(Beginning of RECORDED INFORMATION)

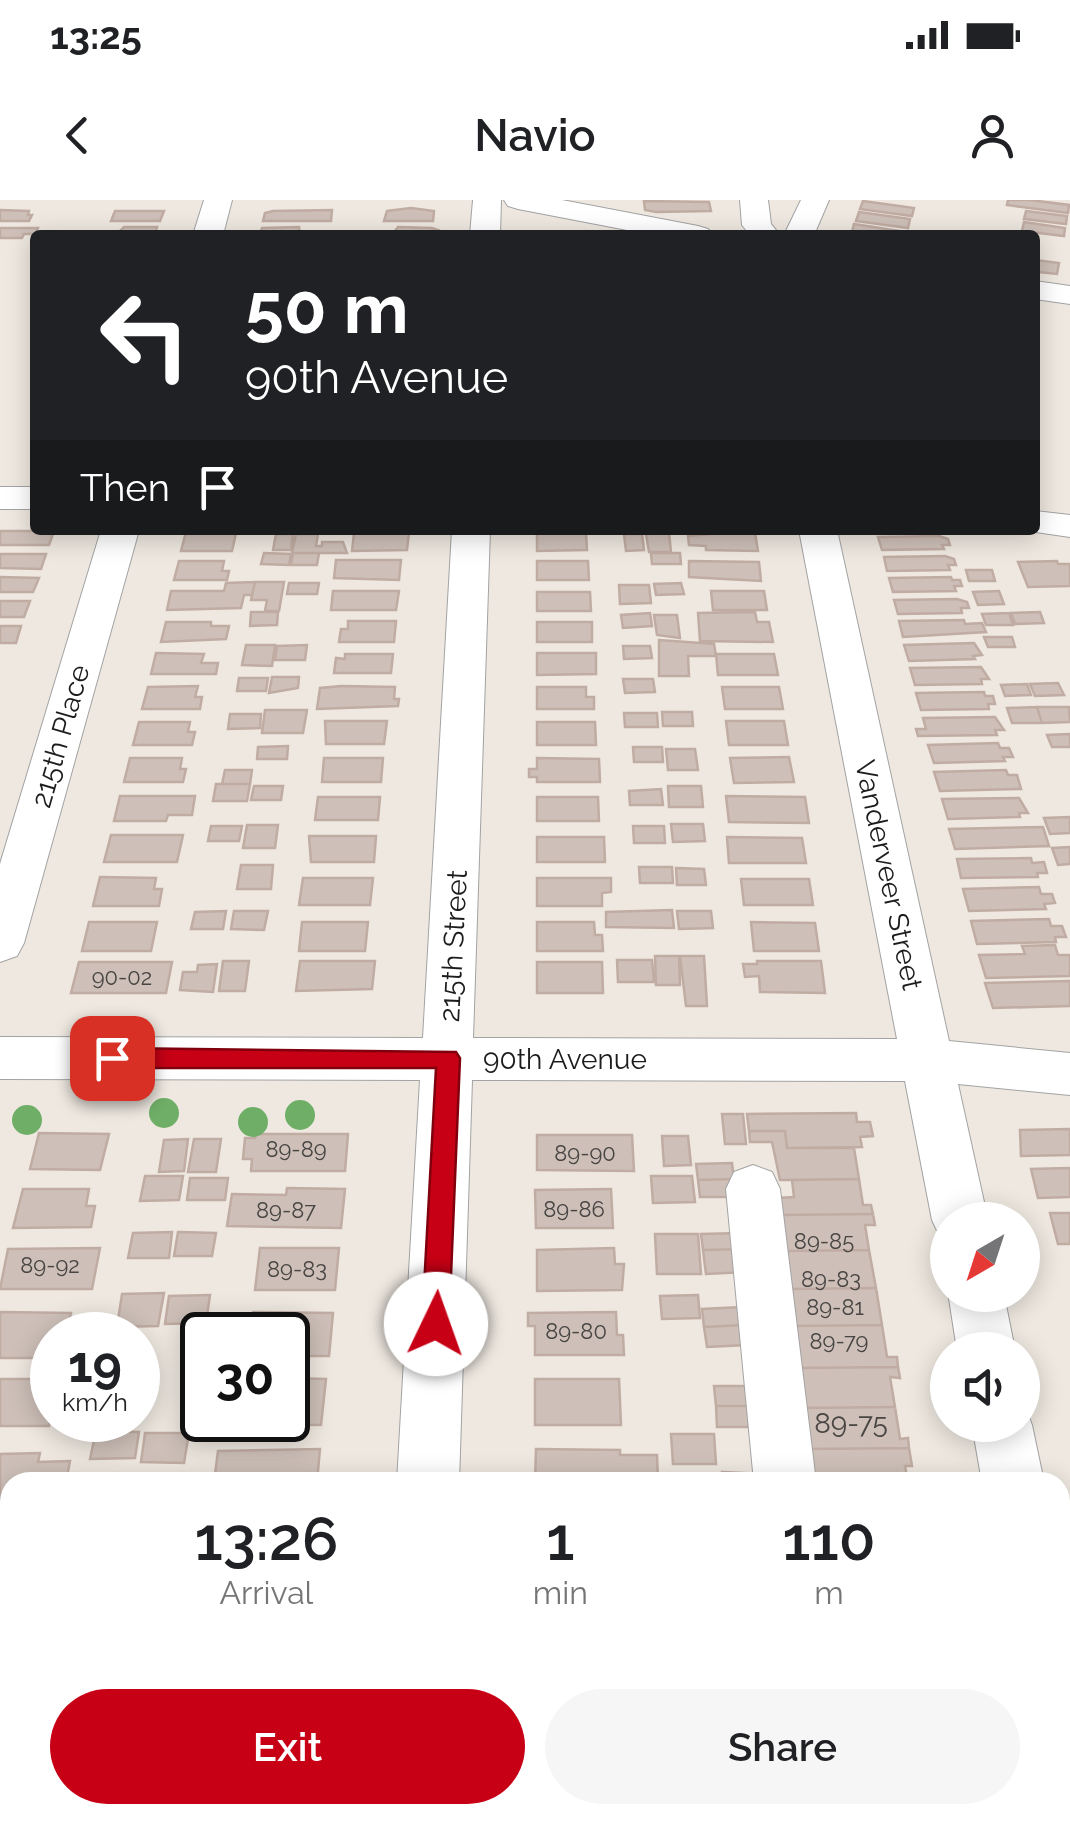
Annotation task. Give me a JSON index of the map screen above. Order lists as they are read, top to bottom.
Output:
{
  "streets": {
    "street": [
      "215th Place",
      "Vanderveer Street",
      "215th Street",
      "90th Avenue"
    ]
  },
  "crossings": [
    ["Vanderveer Street", "90th Avenue"],
    ["215th Street", "90th Avenue"]
  ],
  "house_numbers": [
    "90-02",
    "89-89",
    "89-90",
    "89-86",
    "89-87",
    "89-85",
    "89-92",
    "89-83",
    "89-83",
    "89-81",
    "89-80",
    "89-79",
    "89-75"
  ],
  "north": "bottom left",
  "page": {
    "status": "13:25",
    "header": "Navio",
    "turn": ["50 m", "90th Avenue"],
    "then": "Then",
    "speed": "19 km/h",
    "limit": "30",
    "eta": [
      "13:26",
      "Arrival",
      "1",
      "min",
      "110",
      "m"
    ],
    "buttons": ["Exit", "Share"]
  }
}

(End of RECORDED INFORMATION)

WHAT YOU WILL DO.
In transcribing the records, omit the pictures and keep everything else exactly as it appears.

EXERCISE OUTPUT.
Annotation task. Give me a JSON index of the map screen above. Order lists as they are read, top to bottom.
Output:
{
  "streets": {
    "street": [
      "215th Place",
      "Vanderveer Street",
      "215th Street",
      "90th Avenue"
    ]
  },
  "crossings": [
    ["Vanderveer Street", "90th Avenue"],
    ["215th Street", "90th Avenue"]
  ],
  "house_numbers": [
    "90-02",
    "89-89",
    "89-90",
    "89-86",
    "89-87",
    "89-85",
    "89-92",
    "89-83",
    "89-83",
    "89-81",
    "89-80",
    "89-79",
    "89-75"
  ],
  "north": "bottom left",
  "page": {
    "status": "13:25",
    "header": "Navio",
    "turn": ["50 m", "90th Avenue"],
    "then": "Then",
    "speed": "19 km/h",
    "limit": "30",
    "eta": [
      "13:26",
      "Arrival",
      "1",
      "min",
      "110",
      "m"
    ],
    "buttons": ["Exit", "Share"]
  }
}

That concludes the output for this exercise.